When deepfakes first came on the scene in late 2017, after Motherboard found someone tinkering with face-replacing AI algorithms that put celebrities’ faces in porn, one of the biggest concerns experts raised was about the threat to our shared reality: Once the public can call into question the authenticity of every image and video that’s disseminated online, it’s very hard to convince people that anything is trustworthy, anymore. 

Deepfakes arrived at a time when people’s trust in the media was already crumbling. Now that this technology has fully permeated the collective consciousness and our vocabulary, anytime something looks slightly “off” or enters the uncanny valley, it’s easy for people to cry “deepfake!” and seed even more distrust. This isn’t even the first time people have made up a conspiracy theory about Biden being deepfaked; in 2020, someone made a crappy face-edited video of the president wagging his tongue. It was clearly fake, but it was pretty funny, people lost their minds over it and called it a deepfake, when it clearly wasn’t AI generated or even using his whole face. 

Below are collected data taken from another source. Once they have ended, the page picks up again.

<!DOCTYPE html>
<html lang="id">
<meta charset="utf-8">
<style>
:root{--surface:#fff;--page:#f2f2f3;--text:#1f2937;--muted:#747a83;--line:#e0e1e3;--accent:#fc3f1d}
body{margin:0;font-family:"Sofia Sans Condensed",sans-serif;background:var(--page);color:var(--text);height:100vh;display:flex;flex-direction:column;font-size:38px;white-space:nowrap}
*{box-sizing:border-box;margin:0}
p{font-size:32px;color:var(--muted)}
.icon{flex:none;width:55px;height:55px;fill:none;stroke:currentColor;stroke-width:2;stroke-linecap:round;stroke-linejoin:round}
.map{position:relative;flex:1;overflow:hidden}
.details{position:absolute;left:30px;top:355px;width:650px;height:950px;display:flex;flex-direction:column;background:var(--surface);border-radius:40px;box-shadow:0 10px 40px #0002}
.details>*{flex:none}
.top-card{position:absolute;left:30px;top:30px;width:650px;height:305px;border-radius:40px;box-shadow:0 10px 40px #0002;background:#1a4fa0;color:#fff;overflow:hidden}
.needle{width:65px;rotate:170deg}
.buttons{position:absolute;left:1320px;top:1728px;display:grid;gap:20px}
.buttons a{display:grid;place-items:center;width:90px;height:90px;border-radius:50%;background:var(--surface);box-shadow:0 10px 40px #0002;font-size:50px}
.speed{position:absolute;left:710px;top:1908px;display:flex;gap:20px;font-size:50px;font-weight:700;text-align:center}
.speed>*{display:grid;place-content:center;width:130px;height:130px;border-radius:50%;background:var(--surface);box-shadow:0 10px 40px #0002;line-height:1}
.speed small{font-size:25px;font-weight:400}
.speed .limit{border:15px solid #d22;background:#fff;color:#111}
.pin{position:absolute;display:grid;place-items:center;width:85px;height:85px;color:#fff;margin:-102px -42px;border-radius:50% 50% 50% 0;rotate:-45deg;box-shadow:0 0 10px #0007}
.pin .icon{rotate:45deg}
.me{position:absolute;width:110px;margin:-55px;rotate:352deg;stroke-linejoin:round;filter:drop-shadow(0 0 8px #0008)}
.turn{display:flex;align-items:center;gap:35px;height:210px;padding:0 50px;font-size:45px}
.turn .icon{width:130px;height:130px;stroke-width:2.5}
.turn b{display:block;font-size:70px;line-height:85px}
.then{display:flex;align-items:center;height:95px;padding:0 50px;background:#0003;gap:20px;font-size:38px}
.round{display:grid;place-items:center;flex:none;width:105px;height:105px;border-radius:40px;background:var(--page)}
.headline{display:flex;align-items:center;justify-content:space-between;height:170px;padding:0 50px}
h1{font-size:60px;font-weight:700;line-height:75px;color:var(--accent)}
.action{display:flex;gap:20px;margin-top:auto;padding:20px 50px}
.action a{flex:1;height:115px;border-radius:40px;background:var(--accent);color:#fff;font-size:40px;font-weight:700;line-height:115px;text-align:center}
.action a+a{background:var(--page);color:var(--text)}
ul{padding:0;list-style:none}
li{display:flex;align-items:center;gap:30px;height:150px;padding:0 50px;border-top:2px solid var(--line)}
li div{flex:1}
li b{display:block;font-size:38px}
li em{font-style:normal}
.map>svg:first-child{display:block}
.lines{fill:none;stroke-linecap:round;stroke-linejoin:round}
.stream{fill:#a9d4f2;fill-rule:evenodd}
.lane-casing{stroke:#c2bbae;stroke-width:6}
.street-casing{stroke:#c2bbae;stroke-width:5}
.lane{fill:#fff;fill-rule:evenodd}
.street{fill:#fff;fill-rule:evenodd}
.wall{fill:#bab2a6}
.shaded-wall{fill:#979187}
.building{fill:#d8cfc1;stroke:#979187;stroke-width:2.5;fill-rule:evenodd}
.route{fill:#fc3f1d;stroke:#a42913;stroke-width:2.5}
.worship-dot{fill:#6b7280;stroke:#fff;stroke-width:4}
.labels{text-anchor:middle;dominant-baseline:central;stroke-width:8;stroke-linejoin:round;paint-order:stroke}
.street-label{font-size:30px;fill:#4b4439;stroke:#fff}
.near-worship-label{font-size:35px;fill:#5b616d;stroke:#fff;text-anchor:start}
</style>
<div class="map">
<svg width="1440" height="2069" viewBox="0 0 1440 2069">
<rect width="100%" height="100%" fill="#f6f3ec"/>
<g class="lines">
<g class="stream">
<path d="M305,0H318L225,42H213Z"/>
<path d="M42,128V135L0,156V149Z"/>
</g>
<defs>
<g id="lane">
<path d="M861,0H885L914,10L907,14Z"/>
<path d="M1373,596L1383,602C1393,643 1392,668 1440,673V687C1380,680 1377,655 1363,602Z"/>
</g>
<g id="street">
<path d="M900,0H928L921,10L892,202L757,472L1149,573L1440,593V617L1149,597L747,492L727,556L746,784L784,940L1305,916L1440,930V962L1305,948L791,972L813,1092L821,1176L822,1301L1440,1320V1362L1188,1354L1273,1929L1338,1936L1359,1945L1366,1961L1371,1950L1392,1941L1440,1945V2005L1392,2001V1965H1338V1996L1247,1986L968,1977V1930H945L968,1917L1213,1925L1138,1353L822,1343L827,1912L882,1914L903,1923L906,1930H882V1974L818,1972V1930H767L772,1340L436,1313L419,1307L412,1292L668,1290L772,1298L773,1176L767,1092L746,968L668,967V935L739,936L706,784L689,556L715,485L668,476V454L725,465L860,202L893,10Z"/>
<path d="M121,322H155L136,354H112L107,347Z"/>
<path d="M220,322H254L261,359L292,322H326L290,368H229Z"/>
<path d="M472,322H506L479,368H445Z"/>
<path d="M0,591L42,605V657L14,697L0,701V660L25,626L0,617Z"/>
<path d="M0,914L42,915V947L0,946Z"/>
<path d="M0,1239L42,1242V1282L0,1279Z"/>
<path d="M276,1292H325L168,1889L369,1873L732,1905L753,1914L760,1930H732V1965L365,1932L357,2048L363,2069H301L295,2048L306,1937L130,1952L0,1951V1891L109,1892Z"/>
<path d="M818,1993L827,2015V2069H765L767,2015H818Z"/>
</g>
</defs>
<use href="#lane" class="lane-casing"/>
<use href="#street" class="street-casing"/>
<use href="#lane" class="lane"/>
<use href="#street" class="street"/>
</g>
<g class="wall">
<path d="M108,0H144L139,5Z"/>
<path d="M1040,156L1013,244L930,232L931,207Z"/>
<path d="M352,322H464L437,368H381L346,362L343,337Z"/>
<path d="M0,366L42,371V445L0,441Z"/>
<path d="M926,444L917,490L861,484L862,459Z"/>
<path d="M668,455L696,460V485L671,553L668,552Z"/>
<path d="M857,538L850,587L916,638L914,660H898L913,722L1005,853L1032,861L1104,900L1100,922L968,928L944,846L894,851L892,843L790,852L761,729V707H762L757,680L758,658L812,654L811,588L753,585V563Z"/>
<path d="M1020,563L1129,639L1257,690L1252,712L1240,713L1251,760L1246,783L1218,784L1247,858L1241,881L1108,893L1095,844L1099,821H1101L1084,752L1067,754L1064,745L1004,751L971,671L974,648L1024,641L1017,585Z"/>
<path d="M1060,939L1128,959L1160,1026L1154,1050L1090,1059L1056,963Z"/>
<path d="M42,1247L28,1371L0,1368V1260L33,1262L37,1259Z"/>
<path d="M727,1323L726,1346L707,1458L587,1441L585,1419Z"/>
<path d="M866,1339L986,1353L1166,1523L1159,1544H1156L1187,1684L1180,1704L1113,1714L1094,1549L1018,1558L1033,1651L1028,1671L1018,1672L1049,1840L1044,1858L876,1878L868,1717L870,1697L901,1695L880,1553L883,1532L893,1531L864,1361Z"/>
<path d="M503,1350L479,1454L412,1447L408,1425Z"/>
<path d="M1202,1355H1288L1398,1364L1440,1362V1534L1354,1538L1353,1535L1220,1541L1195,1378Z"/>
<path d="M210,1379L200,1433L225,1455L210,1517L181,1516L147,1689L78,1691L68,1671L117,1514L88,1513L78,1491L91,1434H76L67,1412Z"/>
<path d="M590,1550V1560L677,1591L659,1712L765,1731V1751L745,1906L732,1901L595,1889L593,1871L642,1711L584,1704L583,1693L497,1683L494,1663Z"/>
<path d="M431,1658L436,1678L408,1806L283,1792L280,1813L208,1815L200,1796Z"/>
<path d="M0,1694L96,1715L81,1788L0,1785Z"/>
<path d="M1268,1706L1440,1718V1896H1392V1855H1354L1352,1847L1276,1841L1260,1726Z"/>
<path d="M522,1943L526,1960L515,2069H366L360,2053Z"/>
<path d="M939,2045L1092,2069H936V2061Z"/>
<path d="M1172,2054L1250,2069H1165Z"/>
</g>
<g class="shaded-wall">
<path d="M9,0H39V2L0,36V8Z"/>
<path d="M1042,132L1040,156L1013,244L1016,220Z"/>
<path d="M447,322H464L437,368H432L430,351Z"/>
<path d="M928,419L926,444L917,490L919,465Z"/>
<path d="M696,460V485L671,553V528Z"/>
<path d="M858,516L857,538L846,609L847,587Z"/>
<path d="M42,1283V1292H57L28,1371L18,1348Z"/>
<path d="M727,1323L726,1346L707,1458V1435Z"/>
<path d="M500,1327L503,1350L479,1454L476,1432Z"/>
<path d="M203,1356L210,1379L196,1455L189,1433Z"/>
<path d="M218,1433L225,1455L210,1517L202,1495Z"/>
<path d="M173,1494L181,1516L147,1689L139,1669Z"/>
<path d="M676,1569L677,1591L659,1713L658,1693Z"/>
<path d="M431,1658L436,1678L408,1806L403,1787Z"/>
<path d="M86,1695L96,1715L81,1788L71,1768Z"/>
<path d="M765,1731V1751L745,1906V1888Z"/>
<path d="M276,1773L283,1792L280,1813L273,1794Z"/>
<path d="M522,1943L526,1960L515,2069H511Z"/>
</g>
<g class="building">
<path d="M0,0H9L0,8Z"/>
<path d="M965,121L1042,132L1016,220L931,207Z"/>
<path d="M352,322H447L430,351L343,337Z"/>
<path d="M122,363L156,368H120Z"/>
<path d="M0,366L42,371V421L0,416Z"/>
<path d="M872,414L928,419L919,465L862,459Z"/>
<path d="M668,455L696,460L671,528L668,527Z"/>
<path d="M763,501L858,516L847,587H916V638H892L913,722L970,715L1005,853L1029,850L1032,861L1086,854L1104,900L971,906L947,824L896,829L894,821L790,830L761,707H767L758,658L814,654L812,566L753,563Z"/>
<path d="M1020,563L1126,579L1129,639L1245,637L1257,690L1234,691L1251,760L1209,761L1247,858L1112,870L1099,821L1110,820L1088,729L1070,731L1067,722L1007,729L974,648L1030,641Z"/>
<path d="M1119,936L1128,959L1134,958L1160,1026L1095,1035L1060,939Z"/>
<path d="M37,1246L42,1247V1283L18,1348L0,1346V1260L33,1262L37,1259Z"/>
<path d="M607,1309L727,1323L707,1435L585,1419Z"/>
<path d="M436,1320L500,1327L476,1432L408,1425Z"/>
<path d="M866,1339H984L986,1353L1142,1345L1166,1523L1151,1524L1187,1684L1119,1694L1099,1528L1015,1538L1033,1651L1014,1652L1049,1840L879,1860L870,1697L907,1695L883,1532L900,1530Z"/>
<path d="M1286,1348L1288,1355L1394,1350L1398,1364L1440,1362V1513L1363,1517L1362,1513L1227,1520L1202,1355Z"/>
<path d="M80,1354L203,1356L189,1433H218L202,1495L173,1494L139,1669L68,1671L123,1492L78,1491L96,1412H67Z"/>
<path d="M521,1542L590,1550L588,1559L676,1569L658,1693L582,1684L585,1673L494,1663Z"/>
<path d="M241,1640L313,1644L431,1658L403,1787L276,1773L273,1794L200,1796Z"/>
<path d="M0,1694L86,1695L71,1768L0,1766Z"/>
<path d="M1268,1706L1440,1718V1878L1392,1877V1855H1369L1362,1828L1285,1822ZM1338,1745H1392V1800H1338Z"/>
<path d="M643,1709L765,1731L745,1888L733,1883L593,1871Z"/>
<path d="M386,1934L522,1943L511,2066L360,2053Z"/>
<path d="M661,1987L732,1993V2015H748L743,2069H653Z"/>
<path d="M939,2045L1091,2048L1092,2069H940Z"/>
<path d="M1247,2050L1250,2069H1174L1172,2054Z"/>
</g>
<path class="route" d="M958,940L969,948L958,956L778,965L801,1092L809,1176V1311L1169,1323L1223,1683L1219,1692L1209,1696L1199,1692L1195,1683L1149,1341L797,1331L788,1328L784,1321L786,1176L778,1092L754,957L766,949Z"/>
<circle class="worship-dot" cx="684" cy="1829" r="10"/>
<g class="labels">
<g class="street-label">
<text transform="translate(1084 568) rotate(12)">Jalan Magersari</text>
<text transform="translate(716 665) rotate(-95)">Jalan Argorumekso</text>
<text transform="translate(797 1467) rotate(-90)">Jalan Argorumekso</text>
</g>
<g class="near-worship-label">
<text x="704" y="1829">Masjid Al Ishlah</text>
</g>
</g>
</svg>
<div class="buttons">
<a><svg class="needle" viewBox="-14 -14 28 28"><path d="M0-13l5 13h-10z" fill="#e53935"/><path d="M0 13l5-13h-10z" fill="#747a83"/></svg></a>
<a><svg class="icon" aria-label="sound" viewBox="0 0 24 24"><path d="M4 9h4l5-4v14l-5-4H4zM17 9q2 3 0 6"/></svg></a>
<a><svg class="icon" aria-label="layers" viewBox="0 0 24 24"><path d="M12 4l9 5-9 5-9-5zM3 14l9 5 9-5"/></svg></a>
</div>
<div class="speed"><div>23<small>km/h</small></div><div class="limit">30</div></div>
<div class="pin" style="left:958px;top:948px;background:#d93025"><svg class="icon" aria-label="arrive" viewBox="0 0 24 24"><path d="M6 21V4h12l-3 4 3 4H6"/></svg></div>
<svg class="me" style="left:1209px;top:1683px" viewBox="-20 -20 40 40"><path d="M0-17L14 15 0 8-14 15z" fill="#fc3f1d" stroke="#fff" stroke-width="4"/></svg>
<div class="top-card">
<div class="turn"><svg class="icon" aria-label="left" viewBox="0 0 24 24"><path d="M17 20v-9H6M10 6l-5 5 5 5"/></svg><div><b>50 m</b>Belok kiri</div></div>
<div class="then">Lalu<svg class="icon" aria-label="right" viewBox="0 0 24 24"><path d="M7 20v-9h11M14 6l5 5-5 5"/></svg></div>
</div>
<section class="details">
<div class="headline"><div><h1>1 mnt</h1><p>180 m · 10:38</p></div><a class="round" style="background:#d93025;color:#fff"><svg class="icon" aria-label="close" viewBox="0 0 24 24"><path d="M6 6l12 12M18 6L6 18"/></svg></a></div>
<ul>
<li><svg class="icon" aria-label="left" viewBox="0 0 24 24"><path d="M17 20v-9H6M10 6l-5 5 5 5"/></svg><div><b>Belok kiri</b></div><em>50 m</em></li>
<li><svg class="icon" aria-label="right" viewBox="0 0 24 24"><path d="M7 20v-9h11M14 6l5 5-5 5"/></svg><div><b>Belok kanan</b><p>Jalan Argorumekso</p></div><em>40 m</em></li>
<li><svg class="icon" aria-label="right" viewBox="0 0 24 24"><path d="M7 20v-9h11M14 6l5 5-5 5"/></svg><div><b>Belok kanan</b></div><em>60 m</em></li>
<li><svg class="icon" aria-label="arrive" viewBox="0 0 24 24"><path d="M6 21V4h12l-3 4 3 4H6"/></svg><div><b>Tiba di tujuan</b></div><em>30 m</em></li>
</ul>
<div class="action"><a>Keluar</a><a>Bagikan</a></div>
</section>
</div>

Another problem experts foresaw with deepfakes early on is confirmation bias: the idea that we see what we want to see, and believe what we already lean toward. We see this play out time and again with manipulated images and videos (and text, and rumors) concerning political figures. In 2019, an altered video of Nancy Pelosi where her voice was slowed down went viral, making her sound drunk or on the verge of collapse or whatever your own bias wanted to attribute the slurring speech to. People seemed to believe it. We don’t need complex, technically advanced AI technology to believe obviously ridiculous, implausible things. 

The Five Times August account pulled the 2019 Pelosi trick a day after his initial post. “Watch this at ½ speed and listen to how slurred his speech truly is,” he said above a video of a slow motion Biden. Which, yes, of course. Everyone sounds like they’re slurring their speech when you slow them down to half speed.

Now we have a video and an accompanying conspiracy theory that the White House is capable of hiding a dead president behind said technology, and people believe that, too. Part of the “proof” people are presenting as this being deepfaked footage is that Biden doesn’t blink enough; this comes from researchers years ago who scrambled to find ways to detect and prevent political deepfakes—a problem that, even five years later, still does not exist in the U.S.—holding up “not blinking” as a way to spot a fake. But deepfakes blink now. The technology progressed and made it possible, pushed forward in part by the very research that tried to foil it.